PROVIDED INFORMATION -
++++++++
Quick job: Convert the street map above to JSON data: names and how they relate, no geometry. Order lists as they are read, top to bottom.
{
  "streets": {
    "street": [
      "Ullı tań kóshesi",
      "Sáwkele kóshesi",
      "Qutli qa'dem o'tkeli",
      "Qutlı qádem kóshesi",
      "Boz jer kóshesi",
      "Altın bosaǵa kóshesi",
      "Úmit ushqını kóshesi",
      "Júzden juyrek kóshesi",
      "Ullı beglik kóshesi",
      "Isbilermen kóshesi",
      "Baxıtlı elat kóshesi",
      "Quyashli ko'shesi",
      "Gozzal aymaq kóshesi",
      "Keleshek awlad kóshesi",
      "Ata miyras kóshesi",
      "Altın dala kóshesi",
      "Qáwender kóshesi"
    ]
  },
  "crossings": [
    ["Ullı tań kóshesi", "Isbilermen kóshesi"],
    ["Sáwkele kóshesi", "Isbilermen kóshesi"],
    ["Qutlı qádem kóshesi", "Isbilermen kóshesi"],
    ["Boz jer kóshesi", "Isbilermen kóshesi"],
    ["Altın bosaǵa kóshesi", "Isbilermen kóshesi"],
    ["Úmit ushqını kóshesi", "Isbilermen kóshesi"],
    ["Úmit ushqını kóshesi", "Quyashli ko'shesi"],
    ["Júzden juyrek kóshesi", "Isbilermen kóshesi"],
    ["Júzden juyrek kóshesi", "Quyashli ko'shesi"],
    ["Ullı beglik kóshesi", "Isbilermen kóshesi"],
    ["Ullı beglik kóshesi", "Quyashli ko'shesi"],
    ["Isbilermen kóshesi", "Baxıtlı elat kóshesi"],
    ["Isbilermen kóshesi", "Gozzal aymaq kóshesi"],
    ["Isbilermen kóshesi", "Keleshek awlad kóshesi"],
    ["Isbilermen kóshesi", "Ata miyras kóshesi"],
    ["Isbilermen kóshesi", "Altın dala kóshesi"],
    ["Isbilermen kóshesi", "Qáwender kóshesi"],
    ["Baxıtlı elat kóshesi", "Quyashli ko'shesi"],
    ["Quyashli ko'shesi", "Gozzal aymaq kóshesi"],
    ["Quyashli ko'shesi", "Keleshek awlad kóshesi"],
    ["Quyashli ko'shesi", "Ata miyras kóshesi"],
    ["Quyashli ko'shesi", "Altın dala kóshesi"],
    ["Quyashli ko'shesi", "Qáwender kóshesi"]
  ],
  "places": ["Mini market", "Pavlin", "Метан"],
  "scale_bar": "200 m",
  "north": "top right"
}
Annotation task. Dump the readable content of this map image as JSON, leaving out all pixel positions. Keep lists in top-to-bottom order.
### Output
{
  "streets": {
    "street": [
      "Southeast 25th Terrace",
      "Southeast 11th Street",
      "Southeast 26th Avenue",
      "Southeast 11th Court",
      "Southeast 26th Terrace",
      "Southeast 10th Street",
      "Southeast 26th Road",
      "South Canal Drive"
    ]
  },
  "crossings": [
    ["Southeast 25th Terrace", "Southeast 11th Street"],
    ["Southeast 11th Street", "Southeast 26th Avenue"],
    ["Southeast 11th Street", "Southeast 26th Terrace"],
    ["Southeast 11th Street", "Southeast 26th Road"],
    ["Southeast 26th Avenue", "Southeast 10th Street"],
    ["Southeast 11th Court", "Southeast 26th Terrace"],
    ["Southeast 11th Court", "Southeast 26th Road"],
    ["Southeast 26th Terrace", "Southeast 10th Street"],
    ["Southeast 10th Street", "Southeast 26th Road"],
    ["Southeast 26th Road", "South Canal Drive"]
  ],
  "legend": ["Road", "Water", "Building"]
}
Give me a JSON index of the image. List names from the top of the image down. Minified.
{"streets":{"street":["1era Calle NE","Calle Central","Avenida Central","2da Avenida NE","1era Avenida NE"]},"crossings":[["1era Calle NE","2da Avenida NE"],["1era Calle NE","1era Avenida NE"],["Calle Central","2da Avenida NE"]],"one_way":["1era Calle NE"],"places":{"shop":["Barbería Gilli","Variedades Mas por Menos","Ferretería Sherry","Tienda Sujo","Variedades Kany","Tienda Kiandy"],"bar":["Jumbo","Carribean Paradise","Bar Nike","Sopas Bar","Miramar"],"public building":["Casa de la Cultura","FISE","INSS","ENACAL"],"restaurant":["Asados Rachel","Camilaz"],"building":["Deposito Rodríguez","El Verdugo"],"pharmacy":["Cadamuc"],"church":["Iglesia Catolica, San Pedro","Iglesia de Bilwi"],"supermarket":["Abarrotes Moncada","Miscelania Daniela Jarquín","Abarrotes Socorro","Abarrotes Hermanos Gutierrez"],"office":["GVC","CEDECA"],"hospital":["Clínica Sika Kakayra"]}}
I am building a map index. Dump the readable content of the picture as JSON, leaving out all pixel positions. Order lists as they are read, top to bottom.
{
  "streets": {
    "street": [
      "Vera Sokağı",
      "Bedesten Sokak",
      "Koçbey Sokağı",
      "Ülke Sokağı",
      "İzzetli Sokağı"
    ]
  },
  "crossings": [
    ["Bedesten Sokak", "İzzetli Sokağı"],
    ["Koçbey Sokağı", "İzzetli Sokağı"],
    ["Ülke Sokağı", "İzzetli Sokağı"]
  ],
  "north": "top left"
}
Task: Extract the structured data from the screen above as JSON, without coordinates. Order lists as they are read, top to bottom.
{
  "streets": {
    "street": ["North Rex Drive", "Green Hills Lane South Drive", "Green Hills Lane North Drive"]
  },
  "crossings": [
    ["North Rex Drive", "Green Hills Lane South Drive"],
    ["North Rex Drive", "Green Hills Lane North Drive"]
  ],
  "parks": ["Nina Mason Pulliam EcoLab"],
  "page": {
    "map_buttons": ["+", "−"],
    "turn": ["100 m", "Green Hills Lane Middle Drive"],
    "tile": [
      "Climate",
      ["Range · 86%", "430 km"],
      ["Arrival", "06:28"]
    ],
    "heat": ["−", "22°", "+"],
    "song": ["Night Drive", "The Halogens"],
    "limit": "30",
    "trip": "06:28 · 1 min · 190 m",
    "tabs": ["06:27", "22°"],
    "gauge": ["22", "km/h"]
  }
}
++++++++
INSTRUCTIONS TO FOLLOW -
An exact copy of every record is required here.

RESULT OF THIS TASK -
Quick job: Convert the street map above to JSON data: names and how they relate, no geometry. Order lists as they are read, top to bottom.
{
  "streets": {
    "street": [
      "Ullı tań kóshesi",
      "Sáwkele kóshesi",
      "Qutli qa'dem o'tkeli",
      "Qutlı qádem kóshesi",
      "Boz jer kóshesi",
      "Altın bosaǵa kóshesi",
      "Úmit ushqını kóshesi",
      "Júzden juyrek kóshesi",
      "Ullı beglik kóshesi",
      "Isbilermen kóshesi",
      "Baxıtlı elat kóshesi",
      "Quyashli ko'shesi",
      "Gozzal aymaq kóshesi",
      "Keleshek awlad kóshesi",
      "Ata miyras kóshesi",
      "Altın dala kóshesi",
      "Qáwender kóshesi"
    ]
  },
  "crossings": [
    ["Ullı tań kóshesi", "Isbilermen kóshesi"],
    ["Sáwkele kóshesi", "Isbilermen kóshesi"],
    ["Qutlı qádem kóshesi", "Isbilermen kóshesi"],
    ["Boz jer kóshesi", "Isbilermen kóshesi"],
    ["Altın bosaǵa kóshesi", "Isbilermen kóshesi"],
    ["Úmit ushqını kóshesi", "Isbilermen kóshesi"],
    ["Úmit ushqını kóshesi", "Quyashli ko'shesi"],
    ["Júzden juyrek kóshesi", "Isbilermen kóshesi"],
    ["Júzden juyrek kóshesi", "Quyashli ko'shesi"],
    ["Ullı beglik kóshesi", "Isbilermen kóshesi"],
    ["Ullı beglik kóshesi", "Quyashli ko'shesi"],
    ["Isbilermen kóshesi", "Baxıtlı elat kóshesi"],
    ["Isbilermen kóshesi", "Gozzal aymaq kóshesi"],
    ["Isbilermen kóshesi", "Keleshek awlad kóshesi"],
    ["Isbilermen kóshesi", "Ata miyras kóshesi"],
    ["Isbilermen kóshesi", "Altın dala kóshesi"],
    ["Isbilermen kóshesi", "Qáwender kóshesi"],
    ["Baxıtlı elat kóshesi", "Quyashli ko'shesi"],
    ["Quyashli ko'shesi", "Gozzal aymaq kóshesi"],
    ["Quyashli ko'shesi", "Keleshek awlad kóshesi"],
    ["Quyashli ko'shesi", "Ata miyras kóshesi"],
    ["Quyashli ko'shesi", "Altın dala kóshesi"],
    ["Quyashli ko'shesi", "Qáwender kóshesi"]
  ],
  "places": ["Mini market", "Pavlin", "Метан"],
  "scale_bar": "200 m",
  "north": "top right"
}
Annotation task. Dump the readable content of this map image as JSON, leaving out all pixel positions. Keep lists in top-to-bottom order.
### Output
{
  "streets": {
    "street": [
      "Southeast 25th Terrace",
      "Southeast 11th Street",
      "Southeast 26th Avenue",
      "Southeast 11th Court",
      "Southeast 26th Terrace",
      "Southeast 10th Street",
      "Southeast 26th Road",
      "South Canal Drive"
    ]
  },
  "crossings": [
    ["Southeast 25th Terrace", "Southeast 11th Street"],
    ["Southeast 11th Street", "Southeast 26th Avenue"],
    ["Southeast 11th Street", "Southeast 26th Terrace"],
    ["Southeast 11th Street", "Southeast 26th Road"],
    ["Southeast 26th Avenue", "Southeast 10th Street"],
    ["Southeast 11th Court", "Southeast 26th Terrace"],
    ["Southeast 11th Court", "Southeast 26th Road"],
    ["Southeast 26th Terrace", "Southeast 10th Street"],
    ["Southeast 10th Street", "Southeast 26th Road"],
    ["Southeast 26th Road", "South Canal Drive"]
  ],
  "legend": ["Road", "Water", "Building"]
}
Give me a JSON index of the image. List names from the top of the image down. Minified.
{"streets":{"street":["1era Calle NE","Calle Central","Avenida Central","2da Avenida NE","1era Avenida NE"]},"crossings":[["1era Calle NE","2da Avenida NE"],["1era Calle NE","1era Avenida NE"],["Calle Central","2da Avenida NE"]],"one_way":["1era Calle NE"],"places":{"shop":["Barbería Gilli","Variedades Mas por Menos","Ferretería Sherry","Tienda Sujo","Variedades Kany","Tienda Kiandy"],"bar":["Jumbo","Carribean Paradise","Bar Nike","Sopas Bar","Miramar"],"public building":["Casa de la Cultura","FISE","INSS","ENACAL"],"restaurant":["Asados Rachel","Camilaz"],"building":["Deposito Rodríguez","El Verdugo"],"pharmacy":["Cadamuc"],"church":["Iglesia Catolica, San Pedro","Iglesia de Bilwi"],"supermarket":["Abarrotes Moncada","Miscelania Daniela Jarquín","Abarrotes Socorro","Abarrotes Hermanos Gutierrez"],"office":["GVC","CEDECA"],"hospital":["Clínica Sika Kakayra"]}}
I am building a map index. Dump the readable content of the picture as JSON, leaving out all pixel positions. Order lists as they are read, top to bottom.
{
  "streets": {
    "street": [
      "Vera Sokağı",
      "Bedesten Sokak",
      "Koçbey Sokağı",
      "Ülke Sokağı",
      "İzzetli Sokağı"
    ]
  },
  "crossings": [
    ["Bedesten Sokak", "İzzetli Sokağı"],
    ["Koçbey Sokağı", "İzzetli Sokağı"],
    ["Ülke Sokağı", "İzzetli Sokağı"]
  ],
  "north": "top left"
}
Task: Extract the structured data from the screen above as JSON, without coordinates. Order lists as they are read, top to bottom.
{
  "streets": {
    "street": ["North Rex Drive", "Green Hills Lane South Drive", "Green Hills Lane North Drive"]
  },
  "crossings": [
    ["North Rex Drive", "Green Hills Lane South Drive"],
    ["North Rex Drive", "Green Hills Lane North Drive"]
  ],
  "parks": ["Nina Mason Pulliam EcoLab"],
  "page": {
    "map_buttons": ["+", "−"],
    "turn": ["100 m", "Green Hills Lane Middle Drive"],
    "tile": [
      "Climate",
      ["Range · 86%", "430 km"],
      ["Arrival", "06:28"]
    ],
    "heat": ["−", "22°", "+"],
    "song": ["Night Drive", "The Halogens"],
    "limit": "30",
    "trip": "06:28 · 1 min · 190 m",
    "tabs": ["06:27", "22°"],
    "gauge": ["22", "km/h"]
  }
}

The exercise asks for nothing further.